Can’t forget your toxic ex? Two psychologists explain how to “unlove” without breaking down

Can't forget your toxic ex? Two psychologists explain how to “unlove” without breaking down
When the heart refuses to forget an ex who hurt us, there are levers to free ourselves from their emotional hold. Two psychologists give their advice to find inner peace and relearn how to love differently.

Last year, you left your great love. Out of spite, after multiple deceptions or because he turned out to have a toxic personality. But while you try to convince yourself that it was the right decision, your feelings are still intact.
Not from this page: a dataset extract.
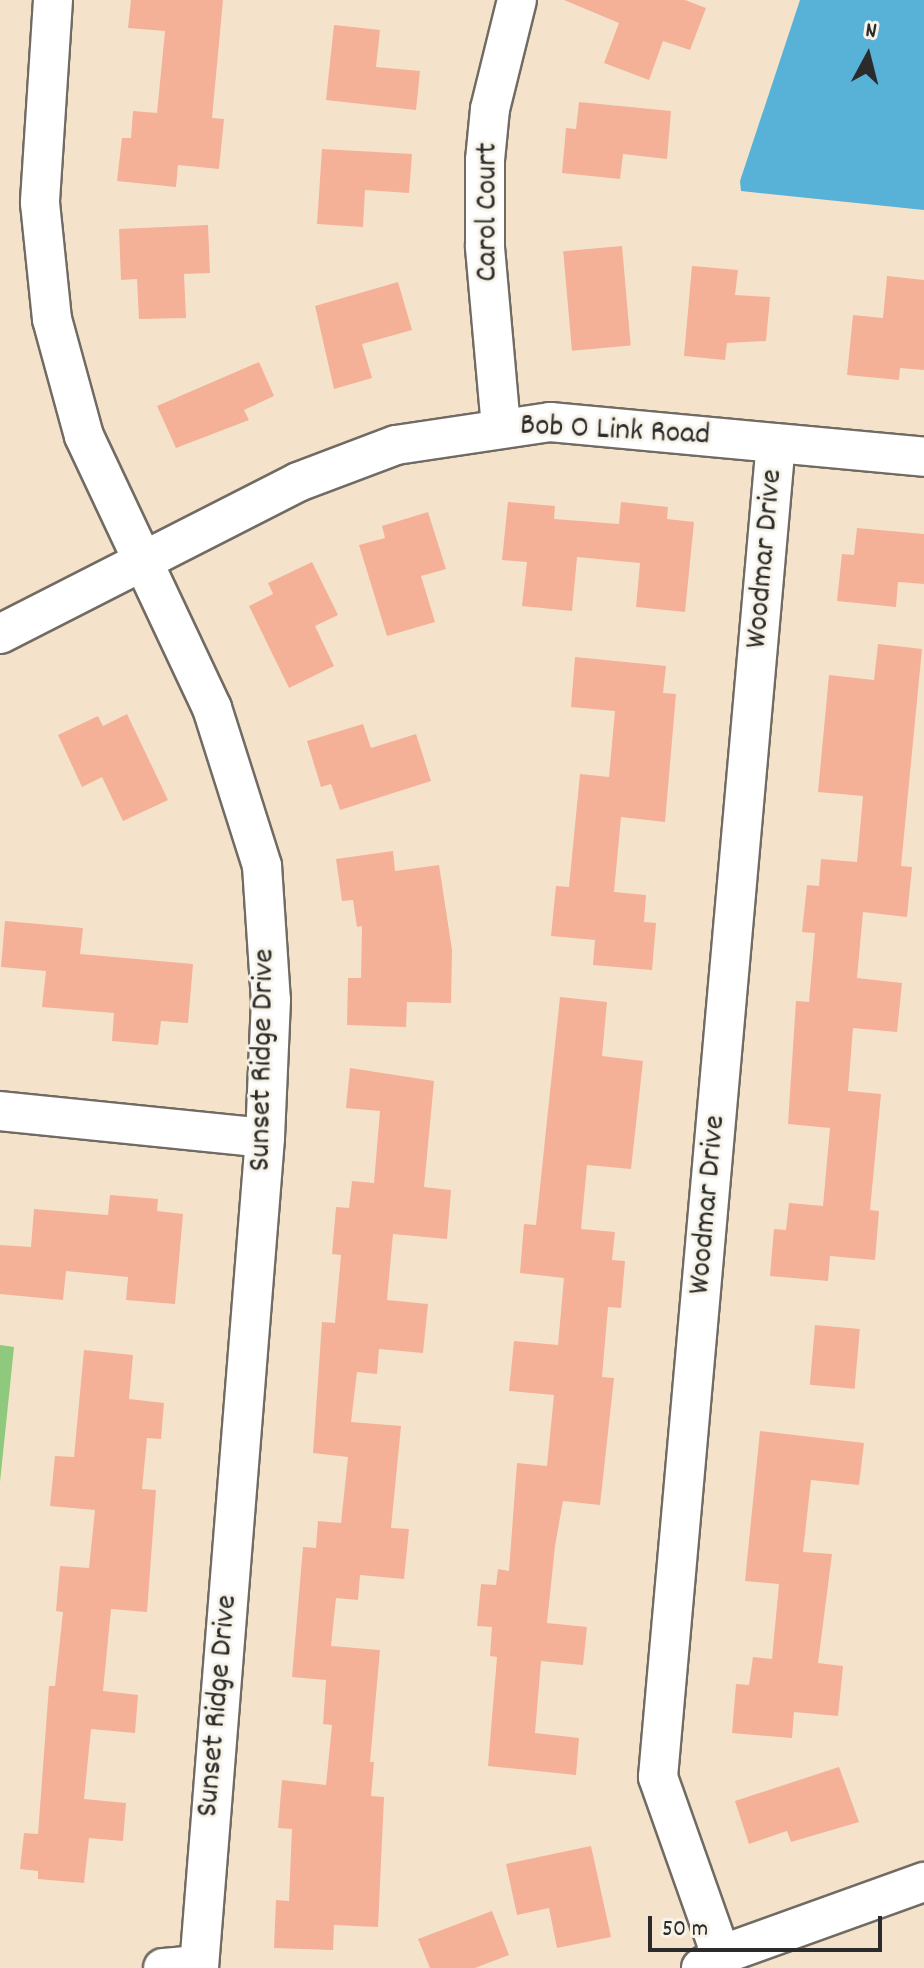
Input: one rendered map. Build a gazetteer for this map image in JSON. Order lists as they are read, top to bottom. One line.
{"streets":{"street":["Carol Court","Bob O Link Road","Woodmar Drive","Sunset Ridge Drive"]},"crossings":[["Carol Court","Bob O Link Road"],["Bob O Link Road","Woodmar Drive"],["Bob O Link Road","Sunset Ridge Drive"]],"scale_bar":"50 m","north":"top"}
An excess of love for your ex that you would like to succeed in attenuating. Is it possible? Answer from two experts.

“Turning off” feelings: an ambitious challenge

It goes without saying that completely erasing your loved one from our memory seems a bit complicated. And this, even if he behaved like a cad.

“Love, desire, attachment – these are automatic processes, rooted in the body, the brain, the memory. We do not decide to love, any more than we decide to no longer love. But we can perhaps act on what we do with it”, says Amélie Boukhobza, clinical psychologist.
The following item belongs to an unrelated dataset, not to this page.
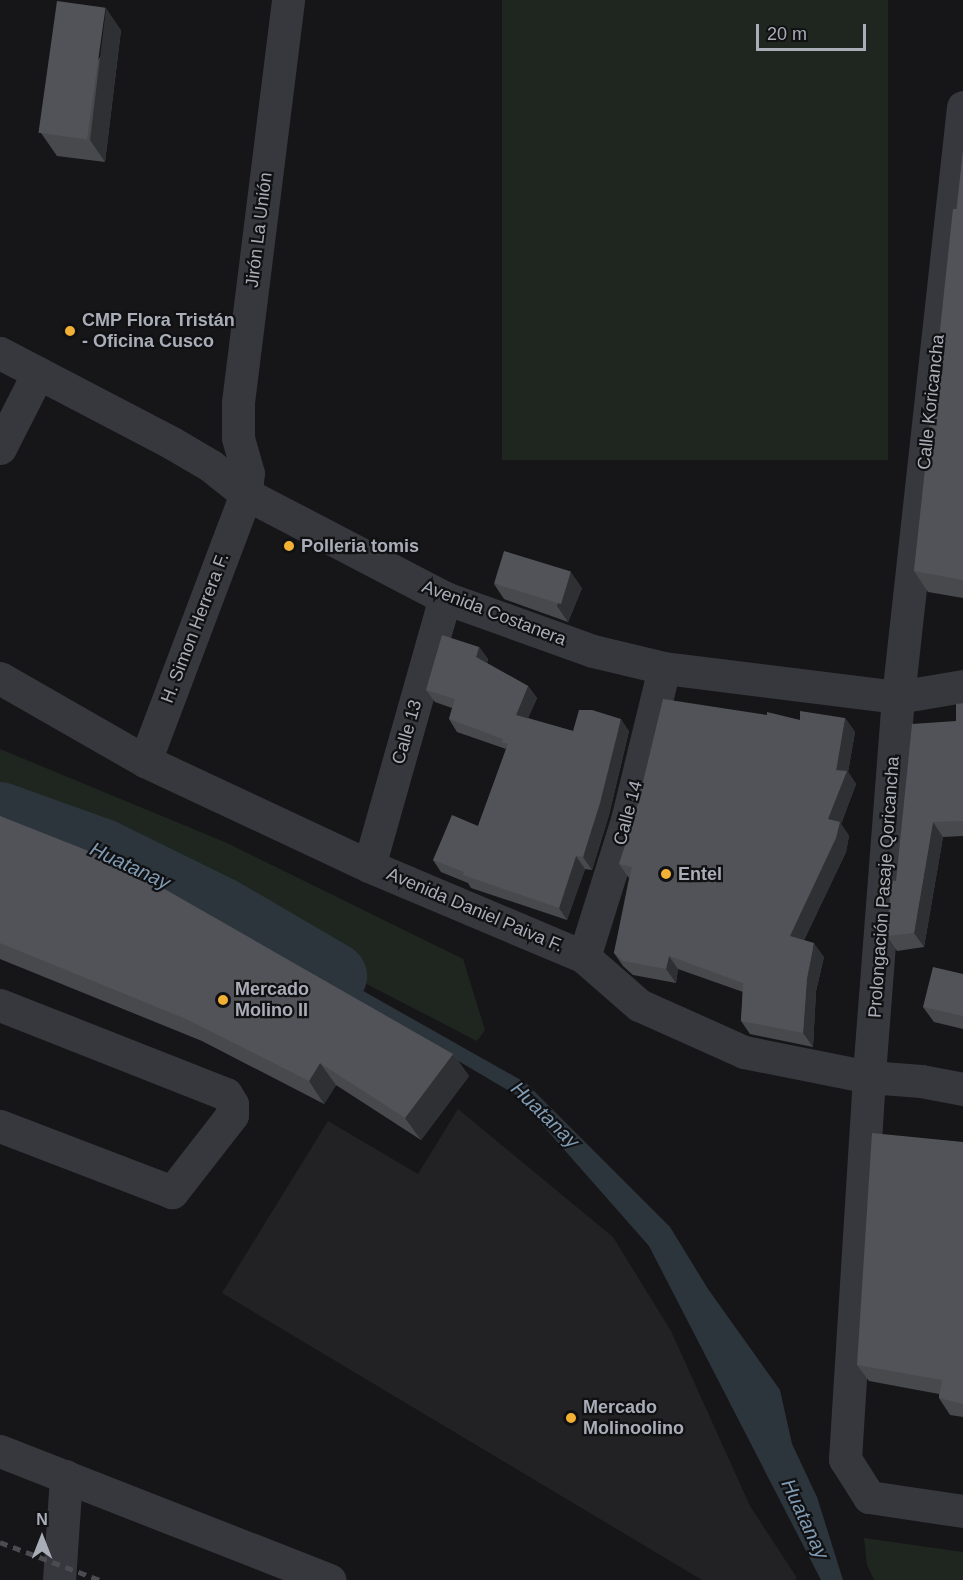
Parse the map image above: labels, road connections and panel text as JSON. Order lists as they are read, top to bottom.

Indeed, if you cannot switch off your Jules like you would turn off a switch, it is possible to work on this attachment… which has often made you cry and doubt, once night falls.

Because loving someone toxic is often loving in spite of yourself“, confirms the expert.

We return again and again, even when we know, full well, that it would be better to leave. The work, then, is not to suppress the feeling, but to defuse what fuels it: “the illusions, the hopes, the micro-rewards that the brain has associated with this relationship”, specifies the expert.

Ask yourself the right questions

And to do this, you have to ask yourself the right questions. In this love, was there interest or manipulation? Was it harmful to us? Finally, who was this partner to whom we gave everything?

“If the other was (or still is) ambivalent, jealous, toxic, centered on himself, it is legitimate to ask the question again: what am I doing with him or why was I with him?” advises psychologist Pascal Anger.

However, for some, asking these “good” questions will act like an electric shock: their feelings will be directly impacted. A sort of accelerated awareness, which will help us dissect our past relationship.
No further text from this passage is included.